**Problem**:
A word-for-word transcript of every entry is required.

Saved data entries
********************

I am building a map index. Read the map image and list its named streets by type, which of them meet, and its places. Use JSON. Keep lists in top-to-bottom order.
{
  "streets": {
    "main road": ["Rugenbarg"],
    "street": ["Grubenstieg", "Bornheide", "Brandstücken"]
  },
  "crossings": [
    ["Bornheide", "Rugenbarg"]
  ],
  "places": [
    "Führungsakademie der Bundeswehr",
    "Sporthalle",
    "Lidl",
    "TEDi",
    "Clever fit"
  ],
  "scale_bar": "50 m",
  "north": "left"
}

********************

**Your solution**:
I am building a map index. Read the map image and list its named streets by type, which of them meet, and its places. Use JSON. Keep lists in top-to-bottom order.
{
  "streets": {
    "main road": ["Rugenbarg"],
    "street": ["Grubenstieg", "Bornheide", "Brandstücken"]
  },
  "crossings": [
    ["Bornheide", "Rugenbarg"]
  ],
  "places": [
    "Führungsakademie der Bundeswehr",
    "Sporthalle",
    "Lidl",
    "TEDi",
    "Clever fit"
  ],
  "scale_bar": "50 m",
  "north": "left"
}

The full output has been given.